Although a few NDE experiencers describe horrifying landscapes, most relate vivid images of a heavenly realm. (Sadly, the ones who get all revved up when they misinterpret the phrase “7 Minutes in Heaven” are abruptly rerouted to the aforementioned Bad Place.)
Those who report visiting paradise express consternation that they can’t find adequate words to describe the wonders they’ve seen and heard. Okay, even in everyday life, people are increasingly unable to express a thought without leaning on the words “intersectionality,” “synergy,” “paradigm” or “literally.” But I, like, digress and stuff, dude.
Call it a cliche, but many NDE folks claim they’ve seen their entire life pass before their eyes. This is where the “you can’t take it with you” rule really stinks. Imagine watching every second of “Your Terrible Twos” on Imax, without being able to spring for the tub of popcorn.
A large percentage of NDE experiencers take it for granted that they have encountered God and/or Jesus. Others straddle the fence about the all-powerful, all-loving entity they meet. (“He looked like the traditional Judeo-Christian God. He walked like the traditional Judeo-Christian God. He talked like the traditional Judeo-Christian God. He must be a duck! The Supreme Being is a duck!”)
Many accounts of NDEs end with deceased relatives shooing the participant away, declaring, “It’s not your time yet! It’s not your time yet!” Forget ducks! The afterlife has been taken over by the DMV!

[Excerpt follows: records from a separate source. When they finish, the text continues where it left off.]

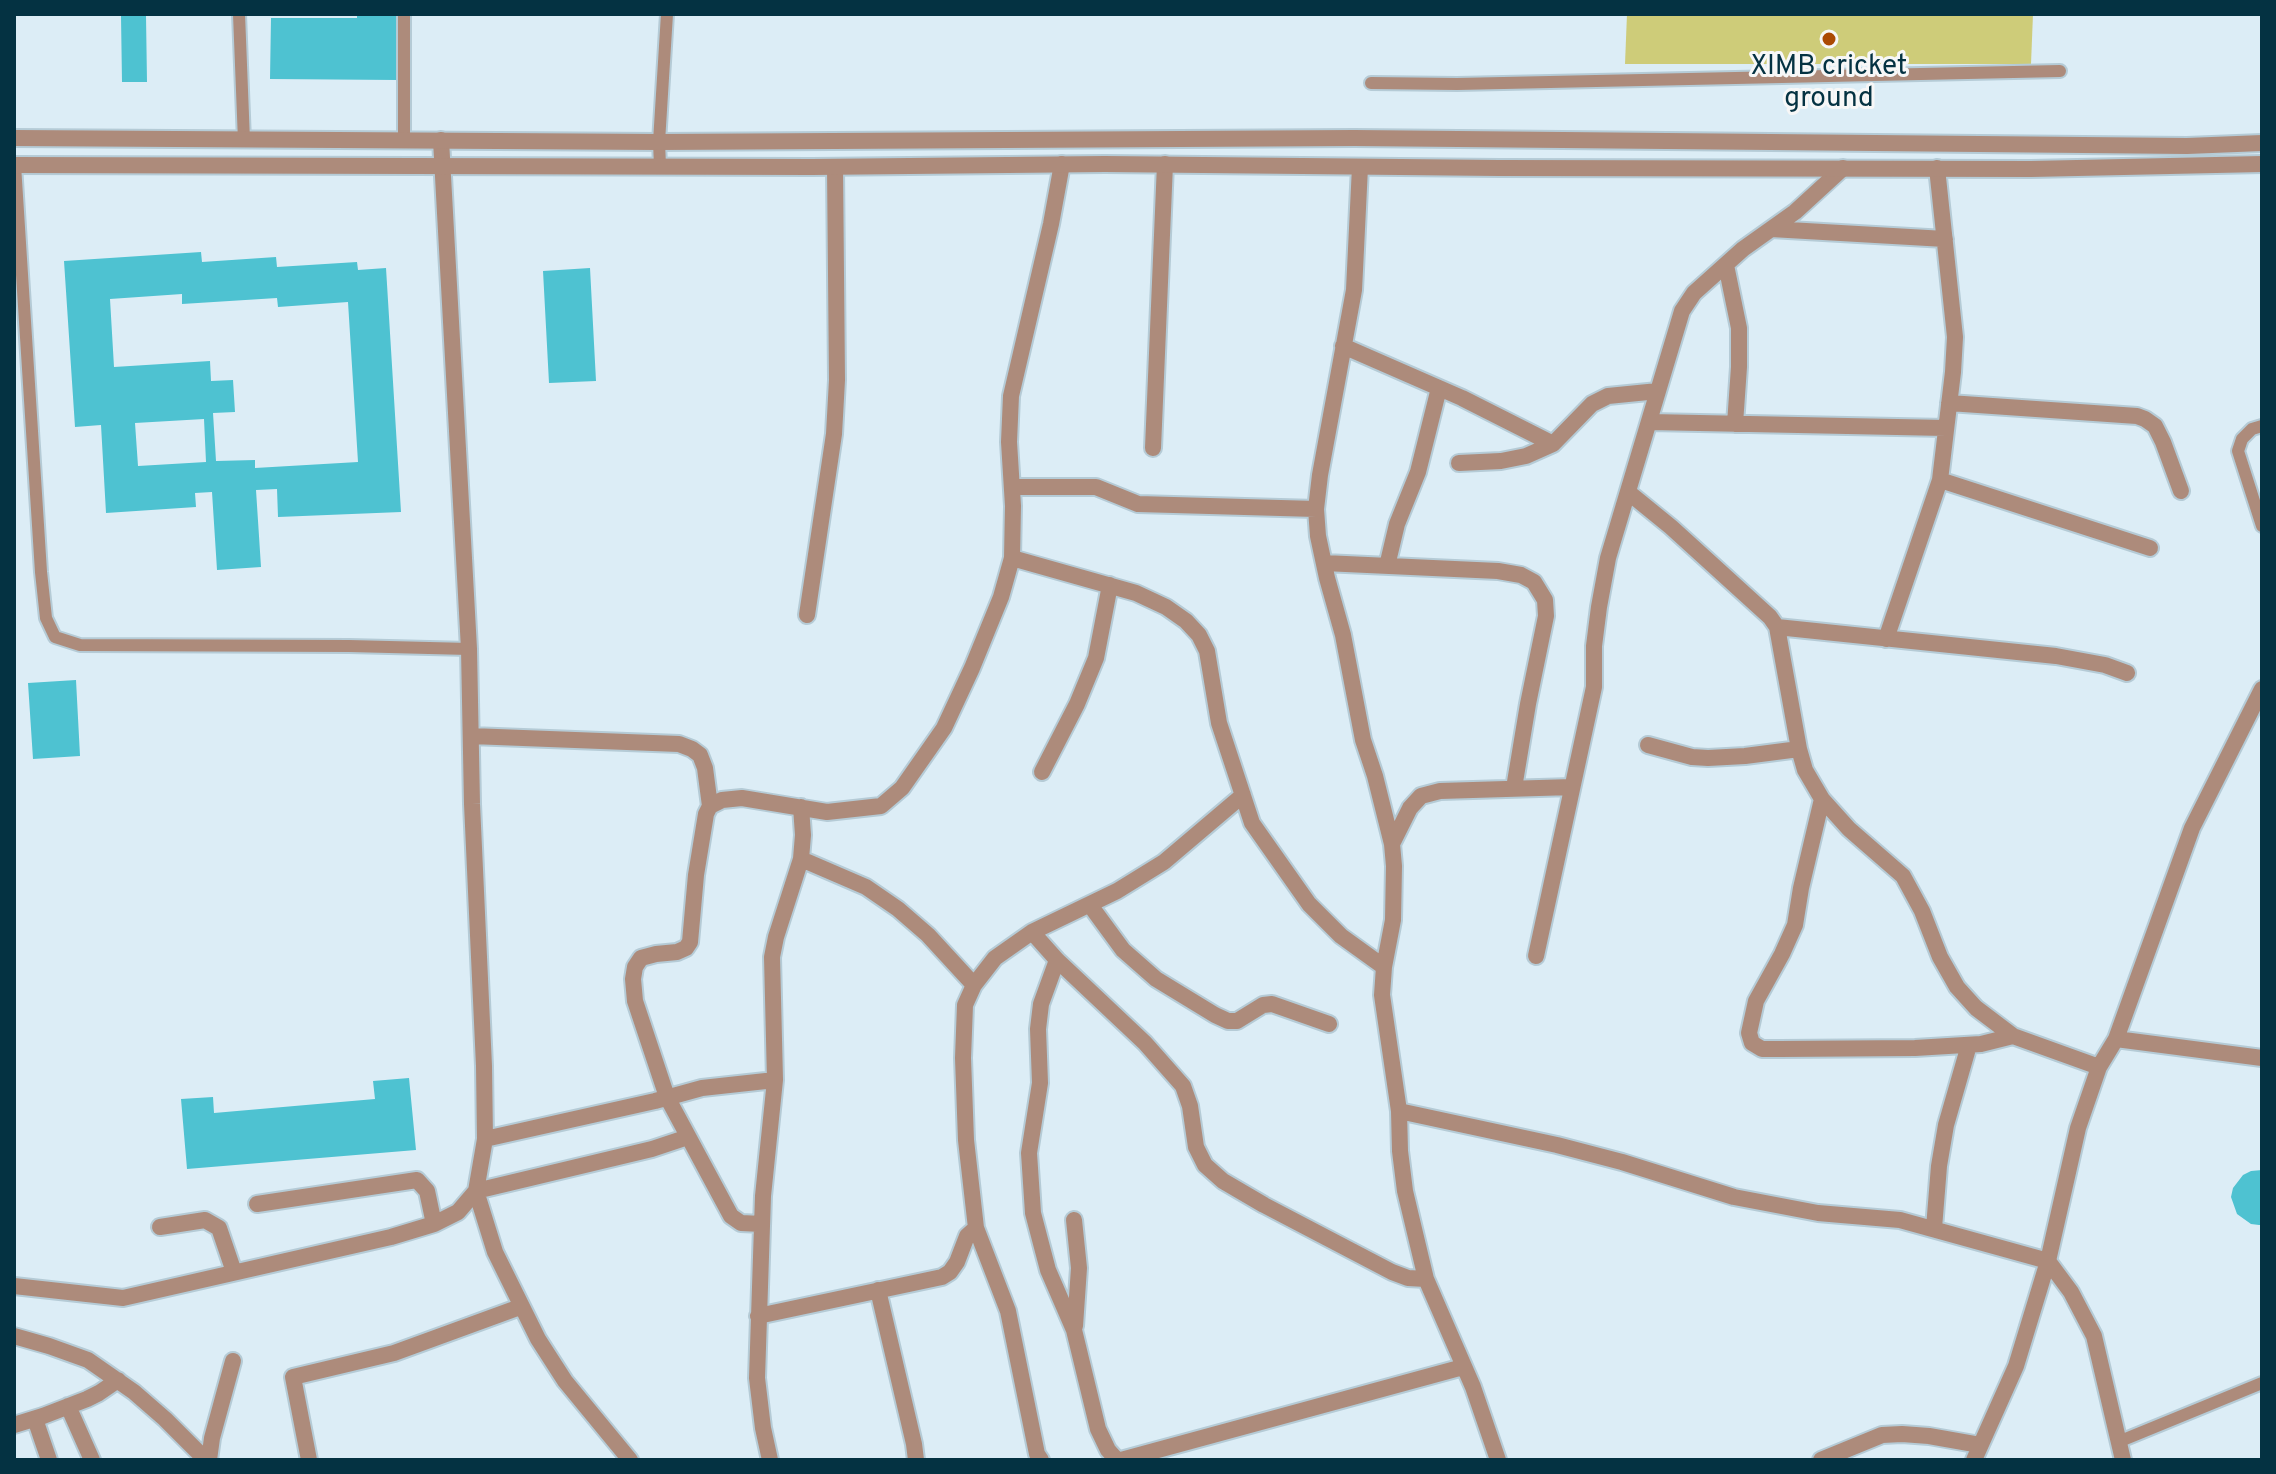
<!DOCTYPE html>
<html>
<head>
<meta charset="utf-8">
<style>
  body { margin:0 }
  #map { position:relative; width:2276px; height:1474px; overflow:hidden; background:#dcedf6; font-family:Overpass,sans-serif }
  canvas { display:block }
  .frame { position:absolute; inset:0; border:16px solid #043242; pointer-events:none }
</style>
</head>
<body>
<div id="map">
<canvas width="2276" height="1474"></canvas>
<div class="frame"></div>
</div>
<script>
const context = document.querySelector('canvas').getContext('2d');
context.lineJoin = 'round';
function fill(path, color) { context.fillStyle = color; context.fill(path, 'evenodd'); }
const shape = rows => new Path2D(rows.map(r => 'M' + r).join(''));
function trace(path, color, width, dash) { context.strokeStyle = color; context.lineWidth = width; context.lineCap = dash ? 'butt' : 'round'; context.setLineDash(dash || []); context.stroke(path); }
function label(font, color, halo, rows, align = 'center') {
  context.font = font + ' Overpass,sans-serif'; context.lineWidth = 6; context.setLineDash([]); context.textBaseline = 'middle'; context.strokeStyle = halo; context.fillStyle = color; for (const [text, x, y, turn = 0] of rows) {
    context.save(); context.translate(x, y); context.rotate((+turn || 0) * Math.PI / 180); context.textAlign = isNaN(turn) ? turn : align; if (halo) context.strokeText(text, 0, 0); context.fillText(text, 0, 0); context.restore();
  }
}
const green = shape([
  [1627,14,2033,14,2031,64,1625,64]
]);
const building = shape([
  [357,14,398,14,397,80,270,79,271,18,357,18],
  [121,16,146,16,147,82,122,82],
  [201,252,202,262,276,257,277,267,357,262,358,270,386,268,401,512,278,517,277,489,256,490,261,567,217,570,212,492,195,493,196,507,106,513,101,425,75,427,64,261],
  [182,294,182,304,277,298,278,307,348,302,358,462,255,468,255,460,216,461,213,413,235,412,233,380,211,381,210,361,114,367,110,299],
  [204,419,206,462,138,466,135,423],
  [590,268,596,381,549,383,543,271],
  [76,680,80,756,33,759,28,683],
  [409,1078,416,1150,187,1169,181,1099,213,1097,214,1113,375,1099,373,1081],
  [2262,1170,2262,1225,2259,1225,2251,1224,2237,1214,2231,1197,2233,1188,2243,1175,2251,1171]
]);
const service = shape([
  [239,14,244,141],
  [404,14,404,140],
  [1371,83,1457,84,2060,71],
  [15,165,41,572,46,618,55,637,80,645,349,646,469,649],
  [660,166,659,142,667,14],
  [2262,426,2252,429,2242,439,2238,451,2262,526],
  [2118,1442,2262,1383]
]);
const minor = shape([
  [441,140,469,649,472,804,484,1066,485,1139,476,1191,495,1252,538,1339,565,1381,630,1460],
  [1360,167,1354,290,1320,475,1316,509,1318,536,1327,578,1343,635,1363,740,1375,776,1392,844],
  [1771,229,1945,239],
  [1726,265,1739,328,1739,367,1735,424],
  [1343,346,1462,398,1553,444],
  [1949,403,2137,416,2145,419,2155,426,2163,442,2181,491],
  [1650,422,1946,428],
  [1153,448,1165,164],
  [1459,463,1501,461,1526,456,1553,444,1592,404,1608,396,1658,391],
  [1940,480,2150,548],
  [1012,487,1096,487,1138,504,1316,509],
  [1628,492,1671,527,1770,617,1777,627,1799,749,1805,770,1822,799,1849,829,1903,876,1922,911,1940,957,1957,987,1976,1008,2013,1036,2099,1067],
  [1012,558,1136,593,1166,607,1186,621,1199,635,1207,651,1219,723,1252,823,1309,904,1341,936,1384,967],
  [1324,563,1498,571,1521,575,1534,582,1545,600,1546,616,1528,704,1514,788],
  [1387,566,1397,524,1418,472,1439,388],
  [807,615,834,434,837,380,835,167],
  [1777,627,2056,656,2105,665,2127,673],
  [1886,639,1940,480,1953,372,1955,337,1937,168],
  [471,736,679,744,692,749,700,755,705,768,710,806],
  [1648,745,1692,757,1708,758,1745,756,1799,749],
  [1042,772,1077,704,1096,658,1110,585],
  [1822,799,1801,888,1795,925,1782,954,1756,1001,1749,1033,1752,1043,1762,1049,1780,1049,1915,1048,1981,1044,2013,1036],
  [801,859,866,887,898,909,928,935,974,985],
  [1090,905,1123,950,1156,979,1215,1015,1228,1021,1237,1021,1263,1005,1272,1004,1329,1024],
  [1032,932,1057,960,1145,1043,1183,1086,1190,1106,1196,1147,1205,1165,1223,1181,1264,1205,1392,1272,1408,1278,1426,1279],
  [1536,956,1594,687,1594,646,1599,607,1608,558,1682,311,1694,293,1743,249,1795,212,1843,168],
  [1057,960,1041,1004,1038,1029,1040,1083,1029,1153,1033,1213,1048,1270,1074,1330,1098,1429,1108,1450,1117,1460],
  [2116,1039,2262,1058],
  [1399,1111,1557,1145,1622,1162,1734,1197,1818,1213,1900,1220,2048,1261,2071,1292,2094,1336,2123,1460],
  [485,1139,655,1101,702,1088,775,1080],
  [257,1204,417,1180,427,1191,434,1224],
  [1074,1220,1079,1268,1075,1326],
  [762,1224,741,1223,731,1216,667,1097,635,1001,633,979,635,967,641,958,656,954,677,952,686,948,690,942,696,875,706,814,710,806,722,800,742,798,827,812,881,806,902,788,944,728,972,668,1001,597,1012,558,1013,506,1009,442,1011,396,1051,224,1062,164],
  [160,1227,205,1220,219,1228,234,1272],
  [1934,1228,1939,1166,1946,1125,1969,1045],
  [14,1286,123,1298,391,1237,434,1224,458,1212,476,1191,652,1149,688,1137],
  [878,1290,914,1444,916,1460],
  [758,1316,942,1277,950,1272,957,1262,967,1236,976,1228],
  [14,1336,49,1346,88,1360,134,1392,165,1419,206,1460],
  [68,1406,92,1460],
  [35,1419,49,1460],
  [14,1425,43,1416,87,1399,99,1393,118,1380],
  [209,1460,212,1438,233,1361],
  [309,1460,293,1377,394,1353,520,1307],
  [770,1460,763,1428,757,1378,763,1196,775,1080,772,957,776,937,801,859,803,835,801,807],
  [1041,1460,1037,1454,1008,1311,976,1228,966,1140,963,1058,965,1005,974,985,995,958,1032,932,1117,891,1164,862,1243,795],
  [1121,1460,1463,1367],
  [1498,1460,1473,1387,1426,1279,1405,1191,1400,1151,1399,1111,1382,995,1384,967,1393,920,1394,866,1392,844,1410,808,1421,796,1440,791,1572,787],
  [1821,1460,1882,1435,1902,1434,1929,1436,1980,1445],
  [1974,1460,2016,1366,2048,1261,2078,1128,2099,1067,2116,1039,2192,828,2262,689]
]);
const tertiary = shape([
  [14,138,659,142,1354,138,2187,146,2262,143],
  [14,165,812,167,1105,164,1499,168,2031,169,2262,164]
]);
const markers = [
  [1829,39,8,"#ab4a03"]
];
const poiNames = [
  ["XIMB cricket",1829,68],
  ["ground",1829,100]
];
fill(green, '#cecc79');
fill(building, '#4ec2d1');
trace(service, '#b5cbd6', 16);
trace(minor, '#b5cbd6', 20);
trace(tertiary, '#b5cbd6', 20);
trace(service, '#ad8b7b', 12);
trace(minor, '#ad8b7b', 16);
trace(tertiary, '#ad8b7b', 16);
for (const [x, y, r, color] of markers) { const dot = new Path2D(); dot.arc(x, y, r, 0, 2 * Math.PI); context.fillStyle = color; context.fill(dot); trace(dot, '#f7f7f7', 3); }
label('28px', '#043242', '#f7f7f7', poiNames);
</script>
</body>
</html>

An impressive majority of people who report NDEs experience new-found tranquility and purpose for the remainder of their lives. While in their NDE, they feel an interconnectedness with all mankind, a sensation of being “one with the universe.” Granted, the ones who express it as being “one drop of water in a vast ocean” often wake up on the operating table to learn a mischievous intern has placed their hand in a pan of warm water.
Skeptics scramble to find some scientific way to explain away the NDEs. Surely, they insist, there must be some evolutionary reason that crises trigger such “hallucinations” in the gray matter’s chemistry and wiring. I thought Charles Darwin wrote about “survival of the fittest,” not “survival of the guy who saw his great-grandmother riding a giant butterfly.”
Yes, some people are fakers. Some are misguided. But I’d like to think the evidence for our spiritual component remains strong.
However, if I am blessed to enter heaven, I’m settling for an Uno deck.
I’m not sabotaging everything with that “7 Minutes” misstep. No, sir! Cross my heart and hope to…never mind.